*** GIVEN RECORDS ***

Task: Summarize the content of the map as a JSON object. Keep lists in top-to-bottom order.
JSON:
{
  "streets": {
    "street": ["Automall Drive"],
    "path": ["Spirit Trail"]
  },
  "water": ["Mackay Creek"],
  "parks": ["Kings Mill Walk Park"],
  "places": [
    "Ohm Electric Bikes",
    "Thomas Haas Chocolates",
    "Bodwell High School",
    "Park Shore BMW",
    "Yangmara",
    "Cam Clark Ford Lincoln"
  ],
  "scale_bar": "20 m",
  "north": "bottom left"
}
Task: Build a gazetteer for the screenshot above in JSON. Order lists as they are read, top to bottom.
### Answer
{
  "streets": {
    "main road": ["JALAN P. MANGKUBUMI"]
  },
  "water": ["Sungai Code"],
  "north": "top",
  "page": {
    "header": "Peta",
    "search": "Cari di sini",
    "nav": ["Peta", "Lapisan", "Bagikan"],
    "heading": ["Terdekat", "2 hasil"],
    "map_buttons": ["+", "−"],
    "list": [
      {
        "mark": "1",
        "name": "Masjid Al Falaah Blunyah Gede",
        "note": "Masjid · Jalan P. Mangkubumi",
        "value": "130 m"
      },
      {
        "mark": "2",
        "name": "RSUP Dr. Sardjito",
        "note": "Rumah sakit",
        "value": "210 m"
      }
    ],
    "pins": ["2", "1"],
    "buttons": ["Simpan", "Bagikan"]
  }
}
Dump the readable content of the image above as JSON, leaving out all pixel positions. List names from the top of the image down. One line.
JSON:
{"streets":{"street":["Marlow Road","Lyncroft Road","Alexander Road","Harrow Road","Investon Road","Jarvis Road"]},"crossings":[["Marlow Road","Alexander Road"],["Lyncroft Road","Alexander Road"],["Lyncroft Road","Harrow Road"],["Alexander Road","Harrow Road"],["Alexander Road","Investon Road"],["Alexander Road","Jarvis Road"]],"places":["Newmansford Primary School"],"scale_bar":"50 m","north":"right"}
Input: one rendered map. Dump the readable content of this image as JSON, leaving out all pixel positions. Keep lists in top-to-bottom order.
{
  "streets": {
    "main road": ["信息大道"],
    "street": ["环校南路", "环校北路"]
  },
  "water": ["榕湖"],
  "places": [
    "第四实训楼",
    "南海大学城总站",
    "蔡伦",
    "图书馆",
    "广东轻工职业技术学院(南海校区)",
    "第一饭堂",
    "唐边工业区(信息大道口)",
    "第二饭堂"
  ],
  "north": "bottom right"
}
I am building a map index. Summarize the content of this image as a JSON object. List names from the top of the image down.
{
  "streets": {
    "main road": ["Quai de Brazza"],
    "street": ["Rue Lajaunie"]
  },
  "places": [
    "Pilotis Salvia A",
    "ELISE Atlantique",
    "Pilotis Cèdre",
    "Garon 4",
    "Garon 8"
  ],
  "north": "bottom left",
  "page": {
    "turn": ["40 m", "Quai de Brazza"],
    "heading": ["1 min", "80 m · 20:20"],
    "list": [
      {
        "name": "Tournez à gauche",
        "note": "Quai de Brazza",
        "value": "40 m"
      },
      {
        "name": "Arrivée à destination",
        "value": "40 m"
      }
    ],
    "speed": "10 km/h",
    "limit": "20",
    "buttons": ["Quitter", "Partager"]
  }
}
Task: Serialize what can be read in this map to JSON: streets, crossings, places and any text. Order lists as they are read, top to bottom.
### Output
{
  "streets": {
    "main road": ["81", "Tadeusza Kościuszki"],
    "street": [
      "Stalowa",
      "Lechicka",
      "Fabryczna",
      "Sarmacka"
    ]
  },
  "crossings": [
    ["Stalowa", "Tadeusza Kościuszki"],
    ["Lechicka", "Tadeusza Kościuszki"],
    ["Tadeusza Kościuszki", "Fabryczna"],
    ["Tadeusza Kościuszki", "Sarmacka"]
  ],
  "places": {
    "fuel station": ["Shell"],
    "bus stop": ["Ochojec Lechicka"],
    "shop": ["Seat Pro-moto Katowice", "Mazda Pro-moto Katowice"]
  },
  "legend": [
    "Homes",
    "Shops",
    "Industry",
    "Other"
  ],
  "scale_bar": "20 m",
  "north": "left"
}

***

WHAT IS REQUIRED: Everything from the first line of the data through the line containing "Dump the readable content of the" should be echoed exactly. Add nothing.

EXERCISE OUTPUT:
Task: Summarize the content of the map as a JSON object. Keep lists in top-to-bottom order.
JSON:
{
  "streets": {
    "street": ["Automall Drive"],
    "path": ["Spirit Trail"]
  },
  "water": ["Mackay Creek"],
  "parks": ["Kings Mill Walk Park"],
  "places": [
    "Ohm Electric Bikes",
    "Thomas Haas Chocolates",
    "Bodwell High School",
    "Park Shore BMW",
    "Yangmara",
    "Cam Clark Ford Lincoln"
  ],
  "scale_bar": "20 m",
  "north": "bottom left"
}
Task: Build a gazetteer for the screenshot above in JSON. Order lists as they are read, top to bottom.
### Answer
{
  "streets": {
    "main road": ["JALAN P. MANGKUBUMI"]
  },
  "water": ["Sungai Code"],
  "north": "top",
  "page": {
    "header": "Peta",
    "search": "Cari di sini",
    "nav": ["Peta", "Lapisan", "Bagikan"],
    "heading": ["Terdekat", "2 hasil"],
    "map_buttons": ["+", "−"],
    "list": [
      {
        "mark": "1",
        "name": "Masjid Al Falaah Blunyah Gede",
        "note": "Masjid · Jalan P. Mangkubumi",
        "value": "130 m"
      },
      {
        "mark": "2",
        "name": "RSUP Dr. Sardjito",
        "note": "Rumah sakit",
        "value": "210 m"
      }
    ],
    "pins": ["2", "1"],
    "buttons": ["Simpan", "Bagikan"]
  }
}
Dump the readable content of the image above as JSON, leaving out all pixel positions. List names from the top of the image down. One line.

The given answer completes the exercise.